Sleep at Home
You should sleep at your home during the times his children are with him, especially for the first few months of your relationship. This helps set a good example for the children and may help prevent an awkward situation for dad. If your relationship progresses to the point where you become engaged, you can begin to ease yourself into the home, making yourself a more permanent fixture due to the increased level of commitment.
Do Not Interfere
When you first begin dating a single father, for the most part it's best not to offer him parenting advice or criticize his decisions. If he does something you don't agree with, or lets poor behavior go unpunished, bite your tongue. As you become more serious, you may decide it's time to weigh in. This, however, should be done when the children are not around.

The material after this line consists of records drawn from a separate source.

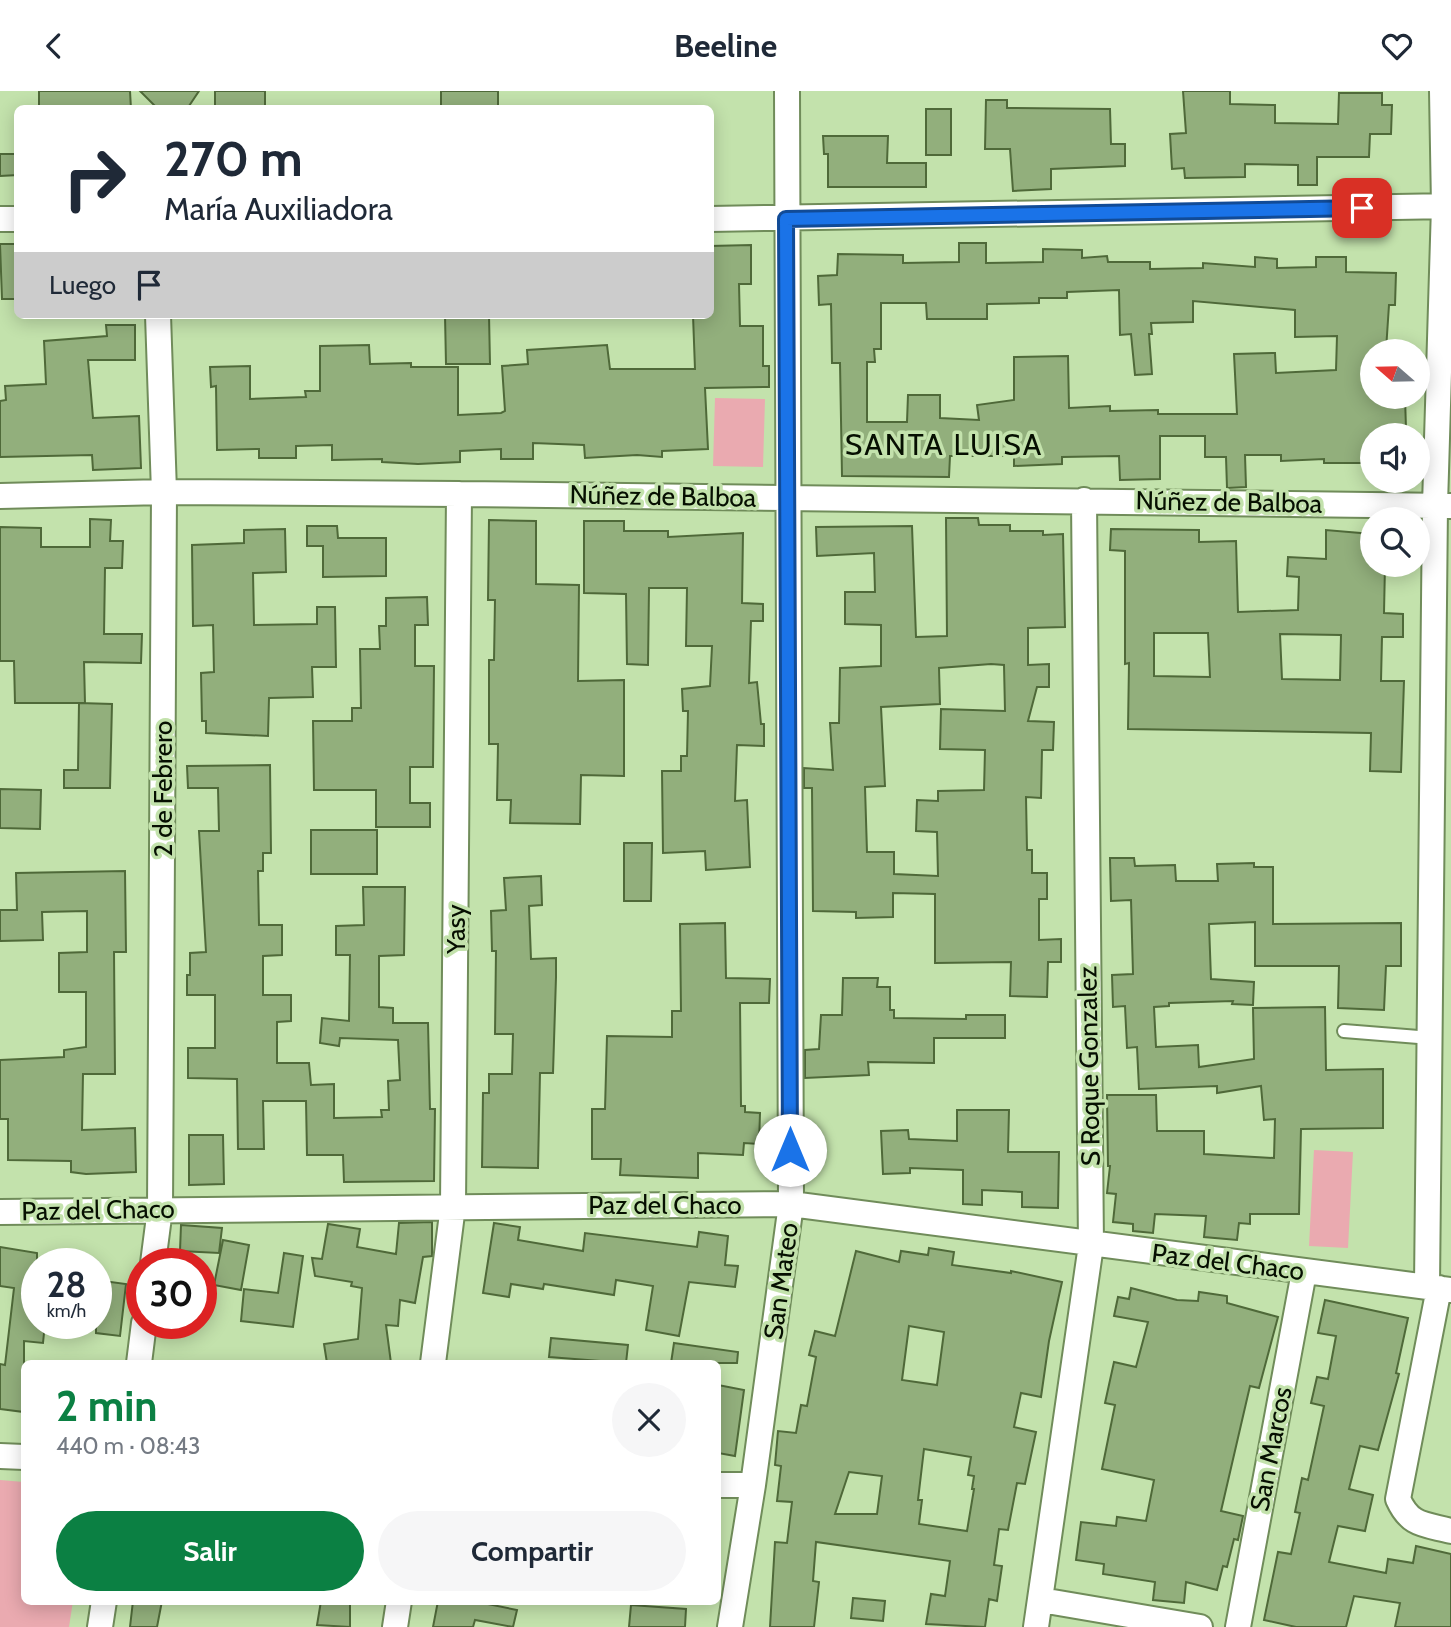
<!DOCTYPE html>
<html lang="es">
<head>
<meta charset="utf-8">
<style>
  :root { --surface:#fff; --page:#f6f6f7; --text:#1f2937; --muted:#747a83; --accent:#0b8043 }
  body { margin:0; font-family:Cabin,sans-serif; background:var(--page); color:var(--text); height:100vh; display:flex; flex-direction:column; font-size:26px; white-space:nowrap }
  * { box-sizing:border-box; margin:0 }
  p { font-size:23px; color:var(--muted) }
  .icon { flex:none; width:38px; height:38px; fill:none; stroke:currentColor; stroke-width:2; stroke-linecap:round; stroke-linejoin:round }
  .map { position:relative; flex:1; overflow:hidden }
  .drawer { position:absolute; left:21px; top:1269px; width:700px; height:245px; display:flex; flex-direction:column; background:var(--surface); border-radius:10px; box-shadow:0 4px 18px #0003 }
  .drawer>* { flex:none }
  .top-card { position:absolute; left:14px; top:14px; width:700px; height:214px; border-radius:10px; box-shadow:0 4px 18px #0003; background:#fff; color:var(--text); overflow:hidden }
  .needle { width:46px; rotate:290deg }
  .fabs { position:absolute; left:1360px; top:248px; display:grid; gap:14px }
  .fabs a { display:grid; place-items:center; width:70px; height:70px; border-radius:50%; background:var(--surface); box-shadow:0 4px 18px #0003; font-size:35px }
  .speed { position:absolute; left:21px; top:1157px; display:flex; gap:14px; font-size:35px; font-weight:700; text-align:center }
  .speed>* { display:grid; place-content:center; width:91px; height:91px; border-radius:50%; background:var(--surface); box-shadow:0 4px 18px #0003; line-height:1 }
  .speed small { font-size:18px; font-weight:400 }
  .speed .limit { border:10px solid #d22; background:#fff; color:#111 }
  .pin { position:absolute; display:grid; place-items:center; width:60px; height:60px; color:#fff; margin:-30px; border-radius:14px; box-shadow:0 4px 10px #0006 }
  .me { position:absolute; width:77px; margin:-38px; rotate:0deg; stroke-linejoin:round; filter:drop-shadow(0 0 5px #0008) }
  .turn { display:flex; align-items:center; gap:24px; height:147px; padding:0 35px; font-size:32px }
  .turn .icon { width:91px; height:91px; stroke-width:2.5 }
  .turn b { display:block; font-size:49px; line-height:60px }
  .then { display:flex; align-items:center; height:66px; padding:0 35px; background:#0003; gap:14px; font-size:26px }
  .round { display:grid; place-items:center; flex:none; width:74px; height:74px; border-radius:37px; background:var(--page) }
  .head { display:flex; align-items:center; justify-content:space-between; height:119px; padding:0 35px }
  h1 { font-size:42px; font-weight:700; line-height:52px; color:var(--accent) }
  .primary-button { display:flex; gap:14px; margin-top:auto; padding:14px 35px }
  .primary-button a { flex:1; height:80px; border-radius:42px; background:var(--accent); color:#fff; font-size:28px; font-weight:700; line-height:80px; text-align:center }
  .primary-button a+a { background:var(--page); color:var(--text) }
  header { display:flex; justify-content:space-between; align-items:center; height:91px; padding:0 35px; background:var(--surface); font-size:32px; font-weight:700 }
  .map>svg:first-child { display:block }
</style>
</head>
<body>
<header><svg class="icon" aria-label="back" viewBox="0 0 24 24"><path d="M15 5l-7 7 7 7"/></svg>Beeline<svg class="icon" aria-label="heart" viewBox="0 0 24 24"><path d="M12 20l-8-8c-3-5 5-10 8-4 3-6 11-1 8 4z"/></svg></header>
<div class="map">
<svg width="1451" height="1536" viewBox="0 0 1451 1536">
  <rect width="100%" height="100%" fill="#c3e2ac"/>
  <path fill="#eaaab0" d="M715,307L765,308L763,376L713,375Z
    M1314,1059L1353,1061L1348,1157L1309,1155Z
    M0,1389L24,1391V1510H73L69,1536H0Z"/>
  <path fill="#92af7c" stroke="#4f6939" stroke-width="2" fill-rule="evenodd" d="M39,0H130L131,18H39Z
    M140,0H199L187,18H158Z
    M215,0H265V18H215Z
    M441,0H498V18H441Z
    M1183,0H1230V13L1275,14V32L1338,33L1339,2H1382V14H1392L1391,43H1370L1369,66H1317V94H1298V74L1245,73V86L1185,87L1184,77L1172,78L1170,43L1186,42Z
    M986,9H1007V17L1110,18L1111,53H1125V75L1051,78V98L1013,100L1010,58H985Z
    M926,18H951V64H926Z
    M823,45H888L887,72H926V96H828V63H824Z
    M0,63H18V84L0,85Z
    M959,152H986V172L1043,171V158L1082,159V167L1107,165L1108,171H1150V178L1203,177V172L1255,176V166L1277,168V177L1316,176V166H1346V181L1396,182L1395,214H1389L1386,259H1372V306H1405L1406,338H1390V345H1372V372H1324V368L1281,370V364H1245L1246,396L1227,397L1226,366H1205V345H1160V388L1120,389L1119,365L1062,366V373L1014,375V365H950L949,386L842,385L840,272H832L831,213L819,214L818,185L837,184L838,163L903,164V172L959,171ZM1119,199L1120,244L1131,243L1135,284L1152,283L1149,243H1152L1151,232L1193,231V210L1295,219V246L1337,245L1336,279L1276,282L1275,262L1234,263L1237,323H1158V319L1110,320V315L1069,317L1068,265L1014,266V309L977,314L979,329L940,327V304H908L907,331H867V271H875L874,258H881V212H926L927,228H987V213L1039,212V207H1067V201Z
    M0,153H18V208H2Z
    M751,154V193H739L740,235H763V275H769V296L705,297L708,358L662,360V366L637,364L585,367L584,354L533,352V368H501V358L460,360V371L418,373L382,371V368L332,369V354L296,355V367H259V358L217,359L216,295L211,296L210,276L250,275V308L306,306L305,300H320V255L369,254L370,273L411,272V276H458V324L501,322L505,320L502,275L528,273L527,259L607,254L610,278H695L693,224H710V155Z
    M445,224H489L490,273H446Z
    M106,234H135V269H88L93,327L139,325L141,377L93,379L92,364L0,366V310L6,309L5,295L46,293L44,250L107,245Z
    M946,427H978L979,434H1010V440H1043V444L1063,443L1065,536L1028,537V574L1049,573V596H1037L1028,630L1054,631L1053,659H1042L1041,707L1026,706L1027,759H1032V782H1047V808H1039V849L1061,848V871H1048L1047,906L1010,905L1011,871L935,872V803L893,802V826L856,827V821L813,820L812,697H804V677L833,679L830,632H839L840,577L881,575V534L845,533V501H875L874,462L817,465L816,436L912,435L916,546L947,545ZM991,573L1004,574L1005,620L941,618L940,658L985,659L984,699L938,700V710L917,709L916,740L937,741L938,785L894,783V761H867L865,696L885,695L881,616L940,613L939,577Z
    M90,428L111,429L110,450H123L122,477H105L104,543H142L141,572L84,571L85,612H15L14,570H0V436L41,437V456H90Z
    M489,429L536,430V493L579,494L578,590L624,589V685L581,684L580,733L510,732L511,709H497L498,653H489V569H494L495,509H488Z
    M584,430H624V440H668V446L743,442L742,512L763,513V530H751L749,592L757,591L761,633H764V655L737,654L735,710L747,709L750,776L706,779L705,760L663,762L662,680H681V665H687L688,620H683L682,598L710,595L712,555H686L687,497H649L648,574L627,573L626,503L584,502Z
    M307,435H337L338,447H386V485L323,486V455H307Z
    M285,438L286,481L253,482L254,534L317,533V516H335L336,576H312L313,606L269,607L268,645L206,642V630H202L201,582L214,581L213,534L193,535L192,454L244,452V439Z
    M1111,438L1199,439V451L1236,450L1238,521L1298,519L1299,486L1287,485L1288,466L1326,468V439L1372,443V474H1385L1384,522L1403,523V546H1382L1381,590H1404L1401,681L1370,680L1371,642L1128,638L1129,572L1125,573V460L1110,459ZM1154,542H1208L1210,586L1154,585ZM1280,543L1341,544L1340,589L1282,588Z
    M427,506L428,534H415V575H434L433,676H410V712H430V736H376V699H314L313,630H352V617H361L360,558H380L379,535H386V507Z
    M79,612L112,613L110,697H64V679H78Z
    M270,674L271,762H263V780H258L259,834H282V864L263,865V904H291V930L277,931V972H309L311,994L334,993V1027L382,1026L381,1019H389L388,990L400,989L398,949L340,947L339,955L320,952L322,927L349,930L350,864H336V835L364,834L363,796H405L404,864L379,865V916L393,917V932H428L430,1018H435L434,1090L344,1091L343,1064H307L306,1010H263L264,1058H238L237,988L188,987V957H215V904H187V884H190V862L206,861L199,740H219L218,697H188L187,675Z
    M0,698L41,699L40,738L0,737Z
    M311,739H377V783H311Z
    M624,752H652L651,810H624Z
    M1110,767H1134L1135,775L1175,774L1176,790H1218L1217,773L1254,772V776H1273V833L1401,832V875H1386L1384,919L1338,917L1339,875H1255V831L1209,833L1211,888L1254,891L1253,914L1232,913L1233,910L1169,912V915L1154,916L1156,956L1198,954L1199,976L1254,968L1253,917L1325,916L1326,979L1383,978V1037L1301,1038L1299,1123H1250V1133L1239,1132L1237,1149L1204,1146L1206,1125L1155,1123L1153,1142L1133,1140V1133L1113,1131L1116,1103L1107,1102L1110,1075H1108L1107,1004H1156L1157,1040H1204V1063L1274,1067L1275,1028L1264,1029L1261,995L1217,1002V995L1139,998L1137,956L1127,957L1125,915L1113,916L1112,884L1133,883L1131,809L1111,810Z
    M125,780L126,861H114L115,983H83L82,1039L135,1037L136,1081L86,1083L71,1081V1070L8,1069V1028H0V969L64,966V959L86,956V901H59V862L87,861V820L42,821L43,849L0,850V819H17L16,782Z
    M541,785L542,814L529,815L531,868L556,867V886L553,982H540L538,1077L482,1076L483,1002H489V983H512L513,943H495L496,860H492L491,820L506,819L504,787Z
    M725,832L726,887L770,888L769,912H740L741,1015H745V1021L760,1022L759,1053L744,1052L743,1064L698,1062V1087L620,1084L621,1068H592V1018H605L607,945L672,946V920H681L680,833Z
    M843,887H878L877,896H890V919H894V927L966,928V924H1005V947H934V972L868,971L869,984L805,987V959L819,958L821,924H842Z
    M957,1019H1009L1008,1061H1059L1058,1117L1022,1116V1101L982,1099V1114L963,1113V1079L910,1077V1082L883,1083L881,1040L908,1039L909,1048L957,1050Z
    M189,1044H223L224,1093L189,1094Z
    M432,1131V1165L423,1166L415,1212L400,1209L398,1235L386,1234L391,1272H327L324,1253L358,1248L362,1197L351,1195L352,1191L315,1185L312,1167L322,1168L328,1133L360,1138L357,1156L396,1163L399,1132Z
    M494,1132L520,1136L518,1149L583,1160L585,1142L697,1156L699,1141L728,1145L725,1174L738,1175L735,1196L689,1191L679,1245L646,1239L653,1195L616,1189L614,1204L544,1193L543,1198L511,1193L509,1206L483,1202Z
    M181,1134L222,1137L219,1162L180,1160Z
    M223,1149L249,1154L241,1199L214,1194Z
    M0,1156L37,1162V1232H45L43,1252L24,1250V1321L0,1318V1273L5,1274L14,1197L0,1195Z
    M929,1157L954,1161L952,1174L1011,1182V1180L1062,1191L1049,1250L1041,1306L1021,1302L1014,1336L1036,1341L1025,1393L1017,1392L1008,1439L999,1438L994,1474L1002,1475L997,1510L989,1508L985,1536L926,1533L931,1503L945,1505L950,1470L816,1451L813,1490L819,1491L814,1536H770L775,1451L787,1452L792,1411L777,1410L781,1375L775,1374L778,1340L796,1342L801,1314L807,1315L816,1266L809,1264L815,1240L835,1245L856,1160L899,1171L901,1160L928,1164ZM909,1235L944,1241L937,1294L902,1289ZM924,1358L971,1366L968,1384L974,1385L972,1398H974L967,1440L919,1433L922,1409H918ZM849,1381L882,1385L877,1423H835Z
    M284,1162L303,1165L293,1236L241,1230L244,1198L278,1202Z
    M96,1189L126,1193L120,1245L96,1242Z
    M1131,1197L1177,1209L1198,1210L1199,1201L1227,1205V1212L1278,1226L1259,1297L1250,1295L1221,1420L1243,1425L1238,1449L1234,1448L1227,1476L1223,1475L1217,1499L1186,1491L1184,1512L1153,1509L1155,1491L1103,1483L1104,1473L1076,1469L1081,1431L1116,1435L1117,1426L1146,1430L1154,1389L1102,1378L1115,1314L1105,1312L1114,1271L1136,1276L1148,1231L1114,1225L1118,1206L1129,1208Z
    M1325,1209L1408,1227L1396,1282L1399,1283L1378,1359L1360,1355L1349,1398L1373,1404L1365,1440L1338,1435L1329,1471L1386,1482L1388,1468L1413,1472L1416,1455L1451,1463V1536H1395L1400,1512L1354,1505L1346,1536H1296L1264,1529L1278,1461L1291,1463L1300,1422L1295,1421L1302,1387L1308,1389L1324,1315L1311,1312L1317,1286L1328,1288L1336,1245L1318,1242Z
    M551,1247L628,1254L626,1272L549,1266Z
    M674,1252L738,1261L737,1272H671Z
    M718,1294L744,1299L735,1365L718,1362Z
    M853,1507L885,1510L883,1530L851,1527Z
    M133,1510H162L157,1536H130Z
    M321,1510H350V1536L317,1534Z
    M438,1510H473L517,1519L513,1536L475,1529L473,1536H433Z
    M631,1514L686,1518L685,1536H629Z"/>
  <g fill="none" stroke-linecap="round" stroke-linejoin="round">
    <defs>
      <path id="service" d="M1344,940L1431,947"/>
      <path id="minor" d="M0,128H18
        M710,128L1451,115
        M0,405L164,401L459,403L1451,415
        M0,1121L791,1113L1451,1199
        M153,1172L160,1118L164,401L158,224
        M1427,1195L1435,414L1444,115L1442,0
        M1439,1197L1398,1408C1410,1435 1424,1433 1451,1440
        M139,1272L144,1232
        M433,1272L453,1115L459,403
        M0,1365L24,1366
        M718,1394H753
        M1041,1509L1200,1536
        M100,1536L104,1510
        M395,1536L399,1510
        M730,1536L753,1394L791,1113L787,0
        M1036,1536L1091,1154L1084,409
        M1238,1536L1304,1181"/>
    </defs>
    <use href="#service" stroke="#708c5a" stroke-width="16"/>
    <use href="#minor" stroke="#708c5a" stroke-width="28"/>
    <use href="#service" stroke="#fff" stroke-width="12"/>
    <use href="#minor" stroke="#fff" stroke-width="24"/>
  </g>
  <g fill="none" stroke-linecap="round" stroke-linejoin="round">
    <defs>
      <path id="route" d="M790,1059L786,128L1362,117"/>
    </defs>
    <use href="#route" stroke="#114b97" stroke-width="18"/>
    <use href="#route" stroke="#1a73e8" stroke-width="12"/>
  </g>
  <g text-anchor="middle" stroke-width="7" stroke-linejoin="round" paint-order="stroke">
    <g font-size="26" fill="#060f01" stroke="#c3e2ac">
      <text transform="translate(663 405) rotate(1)" y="9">Núñez de Balboa</text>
      <text transform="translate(1229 411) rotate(1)" y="9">Núñez de Balboa</text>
      <text transform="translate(163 698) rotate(-90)" y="9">2 de Febrero</text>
      <text transform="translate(456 838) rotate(-90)" y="9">Yasy</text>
      <text transform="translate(1089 975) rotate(-91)" y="9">S Roque Gonzalez</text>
      <text x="665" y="1123">Paz del Chaco</text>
      <text transform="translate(98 1119) rotate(-1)" y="9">Paz del Chaco</text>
      <text transform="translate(1228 1171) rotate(7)" y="9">Paz del Chaco</text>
      <text transform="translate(781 1190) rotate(-82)" y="9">San Mateo</text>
      <text transform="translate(1271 1358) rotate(-79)" y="9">San Marcos</text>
    </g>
    <g font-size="30" letter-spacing="2" fill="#060f01" stroke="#c3e2ac">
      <text x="944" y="364">SANTA LUISA</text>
    </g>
  </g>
</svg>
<div class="fabs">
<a><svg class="needle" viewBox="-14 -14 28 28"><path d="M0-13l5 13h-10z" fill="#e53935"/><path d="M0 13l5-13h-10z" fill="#747a83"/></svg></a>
<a><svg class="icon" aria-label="sound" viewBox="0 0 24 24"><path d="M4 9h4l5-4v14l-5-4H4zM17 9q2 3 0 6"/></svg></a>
<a><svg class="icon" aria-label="search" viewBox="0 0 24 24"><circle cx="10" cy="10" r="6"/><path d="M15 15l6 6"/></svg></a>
</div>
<div class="speed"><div>28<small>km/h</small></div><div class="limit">30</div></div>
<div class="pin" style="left:1362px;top:117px;background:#d93025"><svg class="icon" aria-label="arrive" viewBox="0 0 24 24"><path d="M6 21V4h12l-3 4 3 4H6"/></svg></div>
<svg class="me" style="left:790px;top:1059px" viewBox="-20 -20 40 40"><circle r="19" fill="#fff"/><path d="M0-13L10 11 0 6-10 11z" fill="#1a73e8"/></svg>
<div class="top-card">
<div class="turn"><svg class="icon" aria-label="right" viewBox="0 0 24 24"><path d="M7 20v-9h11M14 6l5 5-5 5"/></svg><div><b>270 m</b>María Auxiliadora</div></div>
<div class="then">Luego<svg class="icon" aria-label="arrive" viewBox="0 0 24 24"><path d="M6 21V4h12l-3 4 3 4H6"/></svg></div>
</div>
<section class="drawer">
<div class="head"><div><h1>2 min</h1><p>440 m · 08:43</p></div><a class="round"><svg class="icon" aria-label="close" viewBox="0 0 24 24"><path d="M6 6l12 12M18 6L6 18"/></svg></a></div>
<div class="primary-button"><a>Salir</a><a>Compartir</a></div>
</section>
</div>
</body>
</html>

When your relationship is new, consider waiting a while to meet the kids. They could grow attached to you before you have time to determine the direction of the relationship. Once you have become a permanent fixture in dad's life, show kindness to his kids. Whether or not you agree with how they behave, a good relationship will depend on acceptance of his children. This does not mean that you need to accept disrespect from children. If this becomes a problem, take dad off to the side and talk to him about it. It is his place to reprimand his kids and let them know you are a part of his life.
Stay Out of It
Your boyfriend may have an ex-wife or a long-term love interest and the relationship likely didn't end on a happy note. While you may only be hearing one side of the story, try to avoid involvement in their relationship. And no matter what you may think of the children's mother, never say anything against her to them or in front of them. They could end up resenting you for it, no matter how true it may be.
Ask For More Attention
The longer your relationship lasts, the more time you are entitled to with dad. While you shouldn't expect him to be less of a father, you have the right to be considered equal in his life. If for any reason you feel you are being slighted, be honest with him; he can't know what you're thinking unless you tell him. He may be feeling guilty about the emotional effects his new relationship is having on the kids, which results in over-compensating by spending less time with you and more time with them.